V K Saraswat, who has been appointed a full-time member of the NITI Aayog, has been one of the most high profile and successful Defence Research and Development Organisation (DRDO) chiefs in recent times.
From the time he joined the DRDO in 1972, he has been associated with almost unbroken success in his field of specialisation, missile propulsion.
As a member of APJ Abdul Kalam's hand-picked team that worked on the Integrated Guided Missile Development Programme, Saraswat played a key role in developing a series of missiles at a time when India faced tight international technology sanctions.

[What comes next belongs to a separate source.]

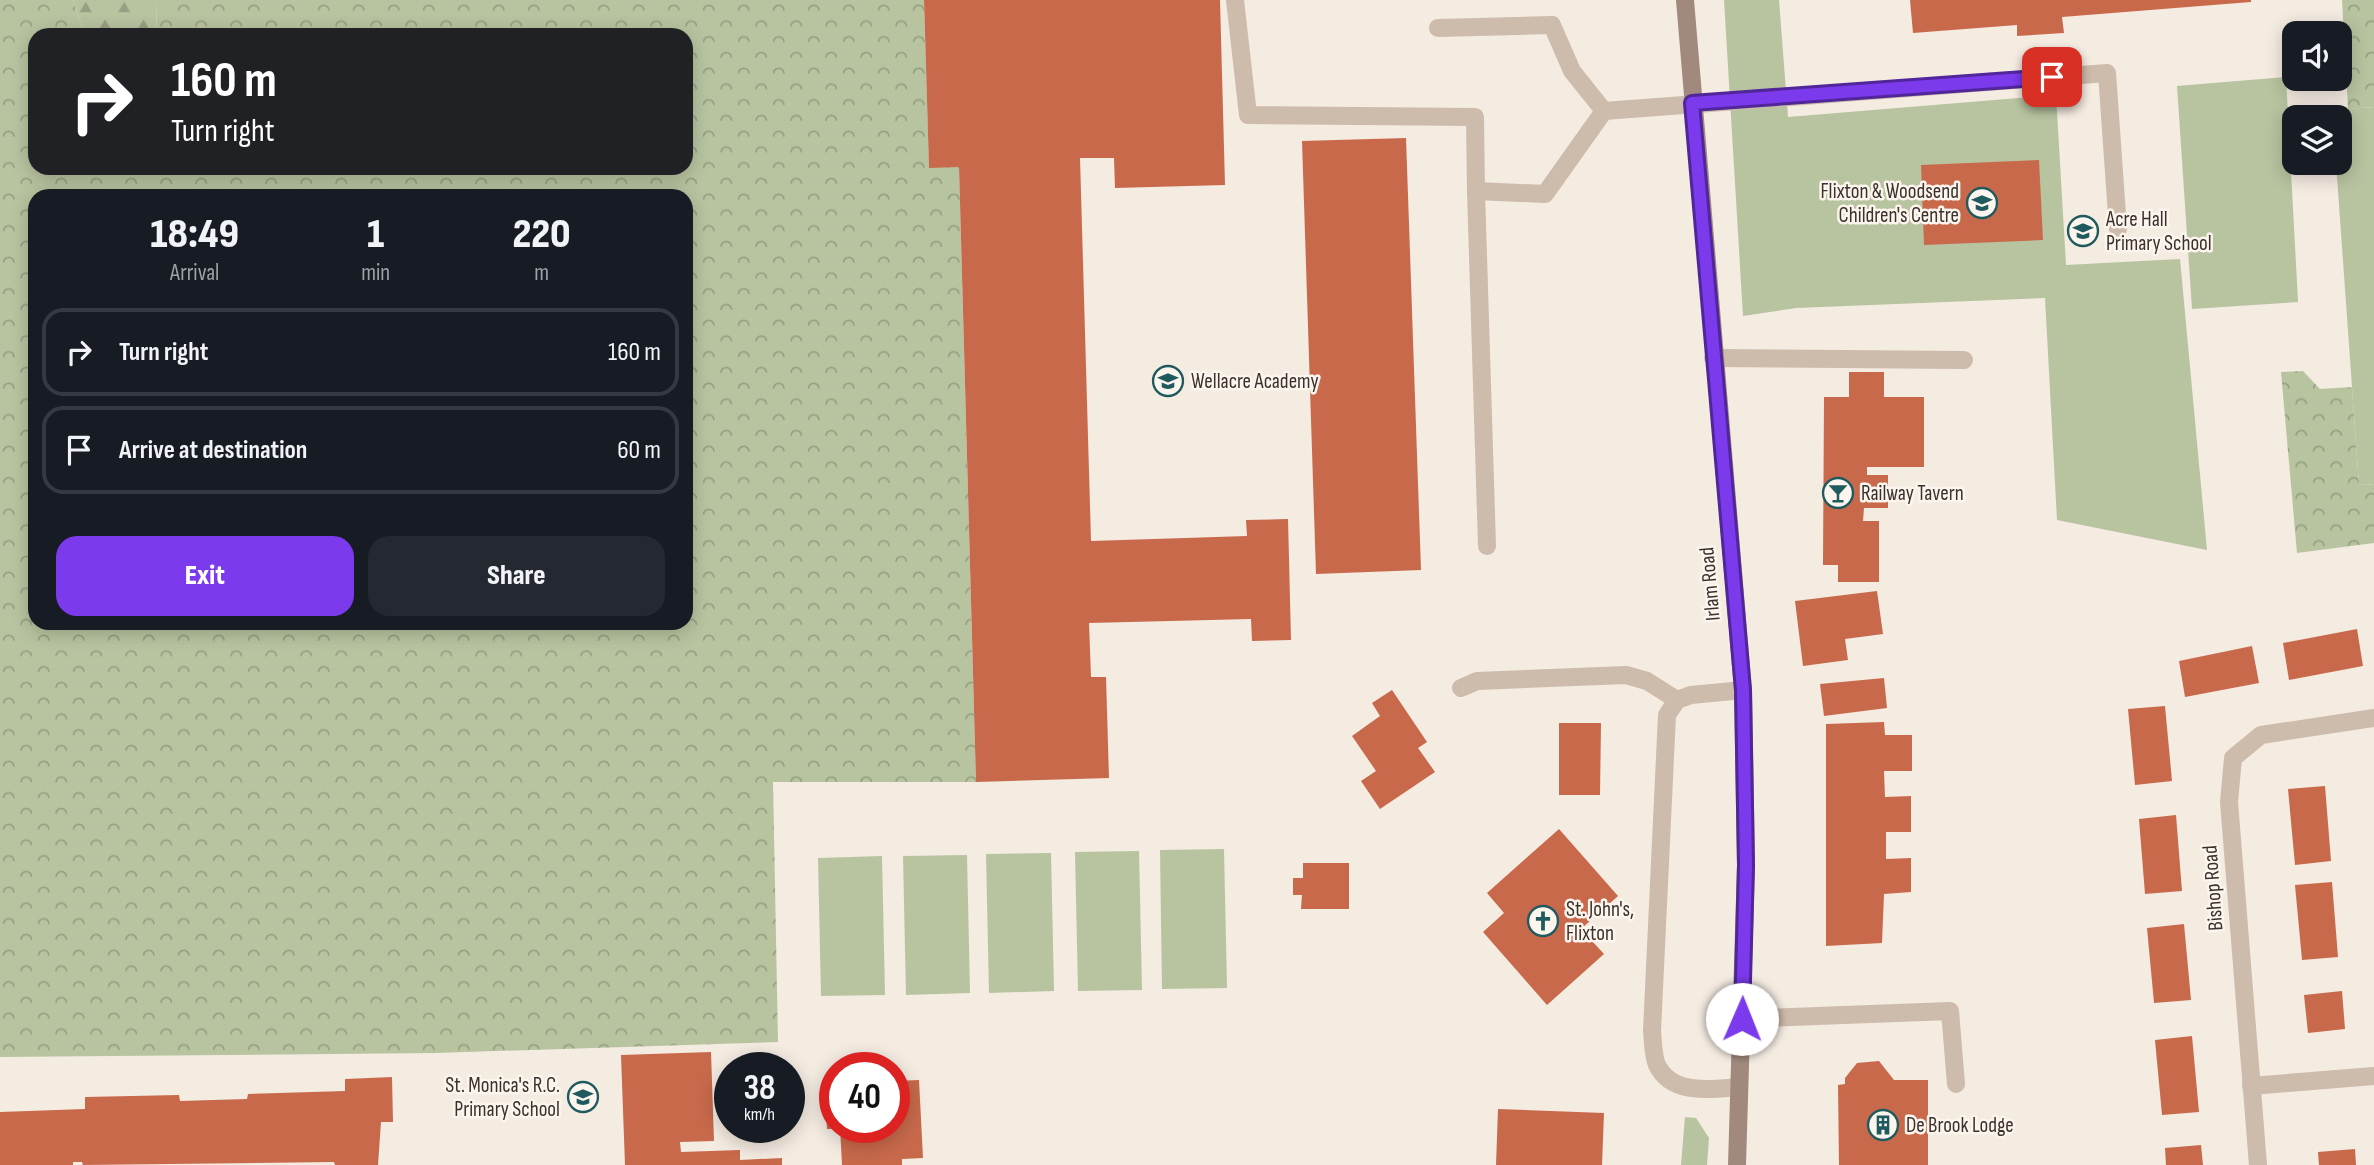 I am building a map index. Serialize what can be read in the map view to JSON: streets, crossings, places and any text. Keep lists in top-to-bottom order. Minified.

He was closely involved in developing the Prithvi ballistic missile; and each of the five Agni missiles that now form the backbone of India's land-based nuclear deterrent.
While Saraswat worked on propulsion systems, his contemporary and successor as DRDO chairman, Avinash Chander, fashioned their guidance systems.
They remain closely associated, suggesting DRDO might have a useful ambassador in the NITI Aayog.
Saraswat was also instrumental in modifying existing DRDO missiles into a controversial, but apparently effective, anti-ballistic missile (ABM) system that seeks to defend Indian cities by shooting down incoming nuclear-tipped ballistic missiles.
Saraswat's frequent public statements on the ABM system have been criticised for destabilising deterrence in South Asia.
Within the DRDO, Saraswat remains a hard-driving legend known for apparently endless reserves of energy.
This, perhaps, has also led him into controversy, with the Madras High Court awarding him a three-week jail term for contempt of court in September. Saraswat had refused to implement a court order to appoint someone to a DRDO post.
Saraswat, who hails from Uttar Pradesh, obtained his MTech from Indian Institute of Science, Bengaluru, and PhD from Osmania University.
He was awarded a Padma Shri in 1998 and Padma Bhushan in 2013. He retired from DRDO on May 31, 2013.